RECORDS FOR PROCESSING

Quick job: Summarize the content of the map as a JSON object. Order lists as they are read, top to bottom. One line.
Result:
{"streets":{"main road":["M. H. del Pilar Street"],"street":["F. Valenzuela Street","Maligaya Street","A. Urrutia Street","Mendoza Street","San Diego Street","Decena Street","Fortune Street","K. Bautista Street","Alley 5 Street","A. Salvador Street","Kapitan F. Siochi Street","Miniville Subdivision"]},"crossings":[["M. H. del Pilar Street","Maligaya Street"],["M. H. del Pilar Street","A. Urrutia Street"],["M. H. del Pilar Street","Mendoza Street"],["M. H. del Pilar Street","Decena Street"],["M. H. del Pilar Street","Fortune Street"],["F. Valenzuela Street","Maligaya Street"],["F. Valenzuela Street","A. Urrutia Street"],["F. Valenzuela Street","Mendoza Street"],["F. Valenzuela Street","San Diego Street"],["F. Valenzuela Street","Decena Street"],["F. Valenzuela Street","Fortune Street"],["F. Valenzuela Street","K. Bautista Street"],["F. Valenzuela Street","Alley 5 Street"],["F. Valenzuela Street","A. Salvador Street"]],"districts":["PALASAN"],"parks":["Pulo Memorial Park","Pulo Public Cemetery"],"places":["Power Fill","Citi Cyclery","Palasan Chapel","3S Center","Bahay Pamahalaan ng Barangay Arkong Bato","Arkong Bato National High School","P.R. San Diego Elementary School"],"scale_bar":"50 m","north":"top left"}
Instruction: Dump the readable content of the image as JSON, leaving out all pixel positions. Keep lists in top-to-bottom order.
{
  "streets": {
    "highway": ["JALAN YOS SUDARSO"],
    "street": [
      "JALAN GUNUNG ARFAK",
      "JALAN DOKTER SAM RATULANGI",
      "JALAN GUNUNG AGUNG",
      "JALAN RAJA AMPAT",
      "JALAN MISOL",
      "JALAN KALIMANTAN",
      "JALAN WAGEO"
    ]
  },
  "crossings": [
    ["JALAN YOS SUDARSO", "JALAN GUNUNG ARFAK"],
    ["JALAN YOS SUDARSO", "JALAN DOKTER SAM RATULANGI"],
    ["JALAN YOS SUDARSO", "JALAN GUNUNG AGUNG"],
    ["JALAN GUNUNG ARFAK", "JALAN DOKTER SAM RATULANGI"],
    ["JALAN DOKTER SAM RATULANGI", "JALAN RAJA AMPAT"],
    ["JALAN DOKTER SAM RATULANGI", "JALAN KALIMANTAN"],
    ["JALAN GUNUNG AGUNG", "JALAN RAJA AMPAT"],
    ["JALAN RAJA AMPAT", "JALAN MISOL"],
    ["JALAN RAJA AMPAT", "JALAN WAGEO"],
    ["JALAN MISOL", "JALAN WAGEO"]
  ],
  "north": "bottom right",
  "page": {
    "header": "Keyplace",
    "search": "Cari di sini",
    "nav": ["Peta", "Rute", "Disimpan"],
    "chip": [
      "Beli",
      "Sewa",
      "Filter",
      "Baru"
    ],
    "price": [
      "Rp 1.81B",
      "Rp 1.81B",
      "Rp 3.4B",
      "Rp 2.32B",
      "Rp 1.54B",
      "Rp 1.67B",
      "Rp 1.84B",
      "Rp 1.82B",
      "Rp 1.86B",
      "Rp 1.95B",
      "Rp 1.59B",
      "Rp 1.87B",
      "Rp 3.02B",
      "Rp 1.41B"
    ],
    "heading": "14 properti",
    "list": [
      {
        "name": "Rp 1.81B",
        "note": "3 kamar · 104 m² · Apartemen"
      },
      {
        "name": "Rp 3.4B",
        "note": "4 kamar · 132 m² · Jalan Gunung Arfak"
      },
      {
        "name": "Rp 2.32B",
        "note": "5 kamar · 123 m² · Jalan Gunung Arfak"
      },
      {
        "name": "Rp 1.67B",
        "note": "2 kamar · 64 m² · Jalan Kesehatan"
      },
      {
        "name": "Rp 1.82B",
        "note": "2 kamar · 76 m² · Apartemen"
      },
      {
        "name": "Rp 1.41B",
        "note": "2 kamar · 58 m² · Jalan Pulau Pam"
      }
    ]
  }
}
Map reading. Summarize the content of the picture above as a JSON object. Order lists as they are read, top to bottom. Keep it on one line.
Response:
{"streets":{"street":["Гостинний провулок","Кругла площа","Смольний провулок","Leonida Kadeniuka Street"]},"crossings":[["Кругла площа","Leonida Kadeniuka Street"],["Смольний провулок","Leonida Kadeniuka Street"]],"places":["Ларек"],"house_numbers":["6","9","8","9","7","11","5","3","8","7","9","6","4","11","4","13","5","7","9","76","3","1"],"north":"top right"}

ASSIGNMENT
Among the lines above, list those that contain the word "RATULANGI".

EXPECTED OUTPUT
      "JALAN DOKTER SAM RATULANGI",
    ["JALAN YOS SUDARSO", "JALAN DOKTER SAM RATULANGI"],
    ["JALAN GUNUNG ARFAK", "JALAN DOKTER SAM RATULANGI"],
    ["JALAN DOKTER SAM RATULANGI", "JALAN RAJA AMPAT"],
    ["JALAN DOKTER SAM RATULANGI", "JALAN KALIMANTAN"],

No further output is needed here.